By:  Staci Stallings

One of the things I find most fascinating about living with God is how well everything fits together.  I mean, in short, that God makes sense.  I’m not talking in some metaphysical way that you have to have faith to believe that there are things you can’t see and don’t understand but you have to just have faith that they are.  I’m saying that God makes sense in a very practical, everyday kind of way.  It’s a matter of taking the time and really looking at the things God puts together to see that.

When God says, “Ask and you shall receive, seek and you will find, knock and the door will be open,” understand what He is saying:  You will get what you are looking for.  So if you’re looking for God, you will find Him.  If you’re trying desperately NOT to look for God, guess what?  You’ll be able, based on your experience, to say that you don’t see God.  Why?  Because you don’t.

A couple months ago, I was reading some books about the Bible.  Now if this had been pointed out to me before, I certainly don’t remember it.  But Cana as a land shows up at least 3 times in the Bible, and all are very specific references.  However, they are spaced so far apart that although we might hear “Cana” and think we understand that, if we don’t put them altogether and make the connection, we miss the awesomeness of God.
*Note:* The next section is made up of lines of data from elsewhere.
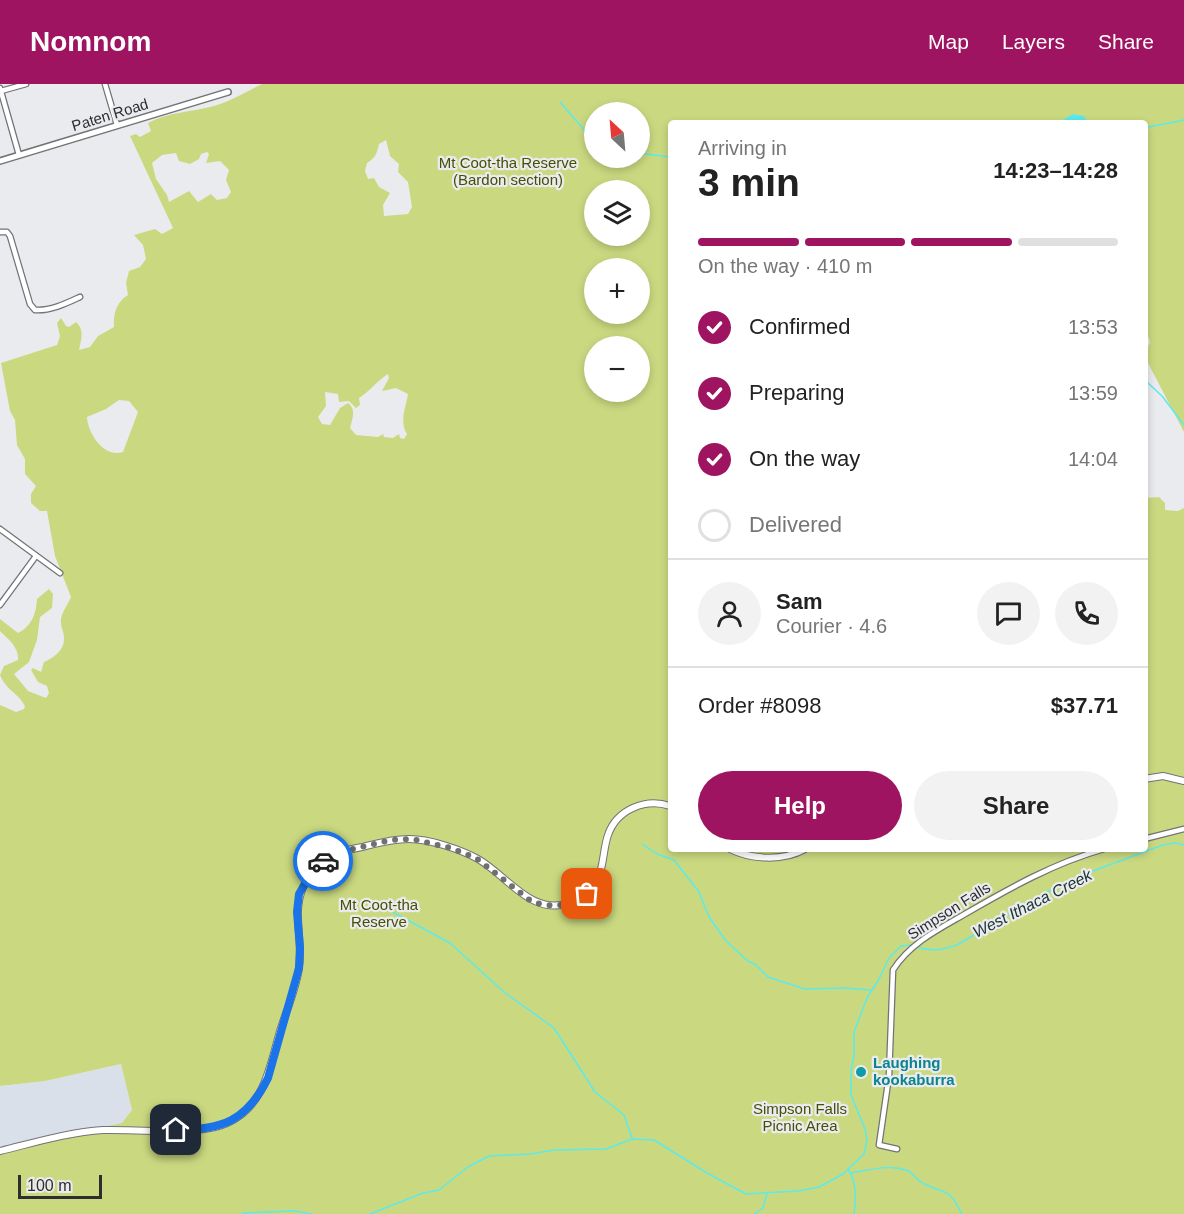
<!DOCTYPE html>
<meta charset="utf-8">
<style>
body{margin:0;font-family:Arial,sans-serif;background:#f2f2f2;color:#222;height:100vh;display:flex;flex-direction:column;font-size:22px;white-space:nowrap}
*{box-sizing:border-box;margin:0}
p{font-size:20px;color:#767676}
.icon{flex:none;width:33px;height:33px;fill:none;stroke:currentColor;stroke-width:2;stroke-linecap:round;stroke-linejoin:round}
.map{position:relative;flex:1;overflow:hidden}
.details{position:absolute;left:668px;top:36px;width:480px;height:732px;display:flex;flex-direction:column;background:#fff;border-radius:6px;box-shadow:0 3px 9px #0003}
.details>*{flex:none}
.needle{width:39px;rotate:334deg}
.controls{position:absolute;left:584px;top:18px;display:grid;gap:12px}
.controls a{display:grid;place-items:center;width:66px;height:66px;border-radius:50%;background:#fff;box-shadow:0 3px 9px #0003;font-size:30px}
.scale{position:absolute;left:18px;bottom:15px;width:84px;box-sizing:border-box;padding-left:6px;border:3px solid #2e2e30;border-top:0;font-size:16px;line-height:21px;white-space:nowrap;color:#2e2e30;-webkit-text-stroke:4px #eaebee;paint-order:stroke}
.pin{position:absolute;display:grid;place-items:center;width:51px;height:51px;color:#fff;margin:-26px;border-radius:12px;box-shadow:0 3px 9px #0006}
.courier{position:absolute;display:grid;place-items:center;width:60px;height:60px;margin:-30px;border:4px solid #1a73e8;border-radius:50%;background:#fff;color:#222;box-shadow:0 2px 8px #0007}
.head em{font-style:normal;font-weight:800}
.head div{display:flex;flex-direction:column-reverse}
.head{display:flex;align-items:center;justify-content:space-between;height:102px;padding:0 30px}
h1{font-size:39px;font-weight:800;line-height:45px}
.bar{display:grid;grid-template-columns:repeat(4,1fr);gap:9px 6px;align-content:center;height:72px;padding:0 30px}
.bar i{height:8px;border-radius:4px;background:#e0e0e0}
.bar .on{background:#9f1460}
.bar p{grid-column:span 4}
.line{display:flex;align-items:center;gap:15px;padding:0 30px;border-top:2px solid #e0e0e0}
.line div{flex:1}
.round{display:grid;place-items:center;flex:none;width:63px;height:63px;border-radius:32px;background:#f2f2f2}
ol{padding:0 30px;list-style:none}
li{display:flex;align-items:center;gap:18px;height:66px}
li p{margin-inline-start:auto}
li .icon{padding:6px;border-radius:50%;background:#9f1460;color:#fff;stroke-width:4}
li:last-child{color:#767676}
li i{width:33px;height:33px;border:3px solid #e0e0e0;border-radius:50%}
.cta{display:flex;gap:12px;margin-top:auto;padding:12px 30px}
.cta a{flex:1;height:69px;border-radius:36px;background:#9f1460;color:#fff;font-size:24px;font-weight:800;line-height:69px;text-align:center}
.cta a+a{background:#f2f2f2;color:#222}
header{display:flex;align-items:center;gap:36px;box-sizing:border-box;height:84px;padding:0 30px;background:#9f1460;color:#fff}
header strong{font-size:28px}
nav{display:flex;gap:33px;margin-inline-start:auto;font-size:21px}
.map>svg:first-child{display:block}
</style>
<header>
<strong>Nomnom</strong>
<nav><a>Map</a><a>Layers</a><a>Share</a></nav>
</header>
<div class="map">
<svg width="1184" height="1130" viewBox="0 0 1184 1130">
<rect width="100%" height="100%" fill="#eaebee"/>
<polygon fill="#dae0e9" points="121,980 132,1026 122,1039 0,1064 0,1002 45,997"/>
<path fill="#cad980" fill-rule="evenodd" d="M 262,0 L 1184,0 L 1184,348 L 1149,281 L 1145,270 L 1150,258 L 1148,252 L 1144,252 L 1144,39 L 670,39 L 670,765 L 1144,765 L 1145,414 L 1159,413 L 1165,419 L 1165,426 L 1178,427 L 1184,424 L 1184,1130 L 0,1130 L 0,1064 L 122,1039 L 132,1026 L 121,980 L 45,997 L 0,1002 L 0,621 L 16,628 L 24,625 L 25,622 C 18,609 6,606 0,591 L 4,582 L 18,576 C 19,563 9,556 0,547 L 0,535 L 18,549 C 32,542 36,530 37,515 L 49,505 L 53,510 L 52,524 L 40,533 L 37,556 L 29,578 L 14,590 L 28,607 L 46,614 L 49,609 L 47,602 L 38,598 L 31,586 L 33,584 L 41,588 L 44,578 C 53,574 65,566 64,554 C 64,547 60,543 61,535 C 62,528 68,520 71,513 L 55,472 L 47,427 L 40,427 L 31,419 L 31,410 L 36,402 L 25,390 L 25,375 L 17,361 L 15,336 L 10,327 L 1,279 L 57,261 L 60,252 L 57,239 L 61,234 L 66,242 L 69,243 L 76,238 C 85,246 81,256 79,266 L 90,263 L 98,252 L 114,243 C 113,231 116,218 128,211 L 126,199 L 129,187 L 140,183 L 146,175 L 143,161 L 134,151 L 155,145 L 162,150 L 173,144 L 130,52 L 136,50 L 140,53 L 151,47 L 148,39 C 169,28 191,28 214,22 C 231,17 246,8 262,0 ZM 594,28 L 639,28 L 639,74 L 594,74 ZM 386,56 L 390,72 L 399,80 L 398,88 L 408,98 L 412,123 L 408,130 L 384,132 L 383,121 L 390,109 L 379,103 L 374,94 L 368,95 L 365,87 L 367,79 C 375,74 377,70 379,60 ZM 207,68 L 209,70 L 206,79 L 220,77 L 229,86 L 226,96 L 231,108 L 227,114 L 217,116 L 211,110 L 198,118 L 189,107 L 169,118 L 167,111 L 156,95 L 152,79 L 162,71 L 176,69 L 179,77 L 190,80 L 199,75 L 201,70 ZM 594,106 L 639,106 L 639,152 L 594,152 ZM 594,184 L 639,184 L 639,230 L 594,230 ZM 594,262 L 639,262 L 639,308 L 594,308 ZM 388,290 L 389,294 L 382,307 L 396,304 L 408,310 C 406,323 399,338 407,350 L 404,355 L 400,354 L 399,350 L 393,354 L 384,353 L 383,350 L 378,353 L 356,351 L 350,344 C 352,335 357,326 348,319 L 340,324 L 330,341 L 322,340 L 318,333 L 326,322 L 325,308 L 338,310 L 339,318 L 349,317 L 356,324 L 360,321 L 359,314 C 370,307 377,297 388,290 ZM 119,316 L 129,317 L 138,328 L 123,368 C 104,374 88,350 87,333 L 106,325 Z"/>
<polygon fill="#5ceaea" points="1073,30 1084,32 1088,39 1058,39"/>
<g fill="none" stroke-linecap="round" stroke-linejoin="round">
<g stroke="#5ceaea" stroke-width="1.5">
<polyline points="560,18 587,49 594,52"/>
<polyline points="1144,44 1184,36"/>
<polyline points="639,69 670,73"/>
<polyline points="1148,299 1162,312 1184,341"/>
<polyline points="642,760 657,770 674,776 699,808 709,833 726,857 748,877 756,881 768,893 805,905 845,904 871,906"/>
<polyline points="387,825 450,859 504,908 554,944 595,1008 624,1031 632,1054"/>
<path d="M 917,863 C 932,868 942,866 957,861 L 1049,807 L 1093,787 L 1163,761 L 1175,759 L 1184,761"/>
<path d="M 848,1085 C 857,1097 856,1116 854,1130"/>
<path d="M 851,1089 C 869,1086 889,1080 906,1086 C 913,1088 917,1097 924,1100 C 948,1111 948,1103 962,1130"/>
<polyline points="242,1129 295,1127 312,1130"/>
<polyline points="370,1130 423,1109 439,1106 468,1083 489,1072 531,1070 554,1066 606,1065 632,1055 654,1056 707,1089 746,1110 798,1107 819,1103 843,1090 864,1070 867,1057 865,1045 851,1011 851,987 854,971 854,948 867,914 879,895 889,874 901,862 910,861"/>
<polyline points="754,1130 763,1124 767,1110"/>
</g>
<g stroke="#727376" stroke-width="7">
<g id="minor">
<polyline points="105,0 117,41"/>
<polyline points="0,4 19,71"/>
<polyline points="1,7 26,0"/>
<path d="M 0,148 L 7,148 L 10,152 L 30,220 L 35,226 C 51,227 67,219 80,213"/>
<polyline points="0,445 60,489"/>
<polyline points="0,521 36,472"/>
<polyline points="1144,755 1184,745"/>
<path d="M 897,1065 L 879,1061 L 889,992 L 893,886 C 910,859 939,845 965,830 C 1010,804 1054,779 1104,765"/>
</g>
</g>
<g stroke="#727376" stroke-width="8">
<polyline id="tertiary" points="0,77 228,8"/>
</g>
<g stroke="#727376" stroke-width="8">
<g id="secondary">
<polyline points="1144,695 1163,692 1184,697"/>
<path d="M 730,765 C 752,776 784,777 805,765"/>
<path d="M 0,1067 C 33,1059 69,1048 103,1046 C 137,1045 198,1052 227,1039 C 266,1022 270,980 281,944 C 287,925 296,905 299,884 C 304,853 289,825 307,796 C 313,786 320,778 330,773 C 340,767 351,765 362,763 C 378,759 393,755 409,755 C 429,755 460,765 478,775 C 508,792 532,834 572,818 C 582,814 592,807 597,797 C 604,783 603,765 608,751 C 617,725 646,714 670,722"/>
</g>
</g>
<use href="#minor" stroke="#fff" stroke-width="4.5"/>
<use href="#tertiary" stroke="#fff" stroke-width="5"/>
<use href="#secondary" stroke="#fff" stroke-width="6"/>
</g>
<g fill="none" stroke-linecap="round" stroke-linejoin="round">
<path stroke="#707072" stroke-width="6" stroke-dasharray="0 10.8" d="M 323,777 L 344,767 L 391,756 L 412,755 L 451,764 L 476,774 L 531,817 C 551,825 569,822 587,810"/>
<path stroke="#1a73e8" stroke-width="8" d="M 176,1046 C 222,1046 247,1037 268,994 L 299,884 L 300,864 L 297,828 L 299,810 L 309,793 L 323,777"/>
</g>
<circle fill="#0f9aa8" stroke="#eaebee" stroke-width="2" cx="861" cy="988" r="6"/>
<g text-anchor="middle" stroke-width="4.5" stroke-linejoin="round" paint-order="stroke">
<g font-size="15" fill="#2e2e30" stroke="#eaebee">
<text transform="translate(110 31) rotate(-17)" y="5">Paten Road</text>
<text transform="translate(949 827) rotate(-32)" y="5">Simpson Falls</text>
</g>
<g font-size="15" fill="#474f05" stroke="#eaebee">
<text x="508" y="84">Mt Coot-tha Reserve<tspan x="508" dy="17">(Bardon section)</tspan></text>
<text x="379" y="826">Mt Coot-tha<tspan x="379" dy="17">Reserve</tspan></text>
<text x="800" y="1030">Simpson Falls<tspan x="800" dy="17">Picnic Area</tspan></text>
</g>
<g font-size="15" font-weight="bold" fill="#0d838f" stroke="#eaebee" text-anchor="start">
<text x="873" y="984">Laughing<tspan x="873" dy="17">kookaburra</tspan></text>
</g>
<g font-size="16" font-style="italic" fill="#1a3232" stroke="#eaebee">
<text transform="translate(1032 819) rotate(-27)" y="6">West Ithaca Creek</text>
</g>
</g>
</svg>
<div class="controls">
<a><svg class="needle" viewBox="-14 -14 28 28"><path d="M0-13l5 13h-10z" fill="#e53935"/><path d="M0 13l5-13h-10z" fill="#767676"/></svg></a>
<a><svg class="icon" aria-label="layers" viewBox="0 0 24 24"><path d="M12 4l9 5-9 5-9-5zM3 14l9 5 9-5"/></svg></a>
<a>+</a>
<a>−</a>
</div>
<div class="scale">100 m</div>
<div class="pin" style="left:587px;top:810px;background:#ea580c"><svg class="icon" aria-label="bag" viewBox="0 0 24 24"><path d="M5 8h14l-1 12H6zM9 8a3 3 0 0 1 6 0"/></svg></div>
<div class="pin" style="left:176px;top:1046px;background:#1f2937"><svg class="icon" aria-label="home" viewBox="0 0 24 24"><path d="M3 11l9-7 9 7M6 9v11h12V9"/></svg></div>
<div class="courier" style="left:323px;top:777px"><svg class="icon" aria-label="car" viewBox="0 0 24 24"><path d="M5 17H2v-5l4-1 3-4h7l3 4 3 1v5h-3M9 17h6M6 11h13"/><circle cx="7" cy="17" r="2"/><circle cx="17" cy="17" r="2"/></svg></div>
<section class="details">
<div class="head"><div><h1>3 min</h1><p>Arriving in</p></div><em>14:23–14:28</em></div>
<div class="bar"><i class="on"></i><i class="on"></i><i class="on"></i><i></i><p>On the way · 410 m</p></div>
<ol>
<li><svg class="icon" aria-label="check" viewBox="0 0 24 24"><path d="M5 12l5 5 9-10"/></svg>Confirmed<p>13:53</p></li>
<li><svg class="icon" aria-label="check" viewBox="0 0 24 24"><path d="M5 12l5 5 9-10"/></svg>Preparing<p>13:59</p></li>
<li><svg class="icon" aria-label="check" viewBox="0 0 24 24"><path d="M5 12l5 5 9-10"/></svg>On the way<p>14:04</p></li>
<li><i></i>Delivered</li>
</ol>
<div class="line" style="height:108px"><a class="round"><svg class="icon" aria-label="person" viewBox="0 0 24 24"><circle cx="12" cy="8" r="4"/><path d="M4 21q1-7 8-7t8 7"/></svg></a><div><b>Sam</b><p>Courier · 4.6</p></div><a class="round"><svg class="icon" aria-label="chat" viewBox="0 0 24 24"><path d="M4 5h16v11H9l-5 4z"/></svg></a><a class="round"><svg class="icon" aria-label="phone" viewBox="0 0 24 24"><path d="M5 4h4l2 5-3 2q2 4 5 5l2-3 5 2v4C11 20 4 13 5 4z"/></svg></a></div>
<div class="line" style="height:78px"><div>Order #8098</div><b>$37.71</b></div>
<div class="cta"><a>Help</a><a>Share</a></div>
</section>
</div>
The first reference to the Land of Canaan is in the story of Abraham.  Abram is directed to take his family to the land of Canaan.  This is the land God promises Abram for following God’s commands.  Abram goes to Canaan, during the journey, he becomes Abraham.  At Canaan, Sarah has Isaac.

Then the story continues that Isaac has Jacob, Jacob (who becomes Israel) has Joseph, and in short order the Israelites become slaves in Egypt.  God intervenes again and sends Moses to free His people.  Reluctantly, Moses does so, and the Israelites wander the desert for 40 years.  Where are they going?  The Promised Land.

What is the name of the Promised Land?

You got it:  Canaan.

THEN skip ahead in the story another 1,000 years, and there’s this young preacher guy who has called some disciples, and they go to a wedding.  At the wedding, this preacher-guy does this miracle by turning water into wine.

Can you guess WHERE Jesus performed this first miracle?

In Cana.

Hmmm…  Funny how those connections have always been there, but somehow I was missing them.  I wonder what other cool connections I’m going to find this year.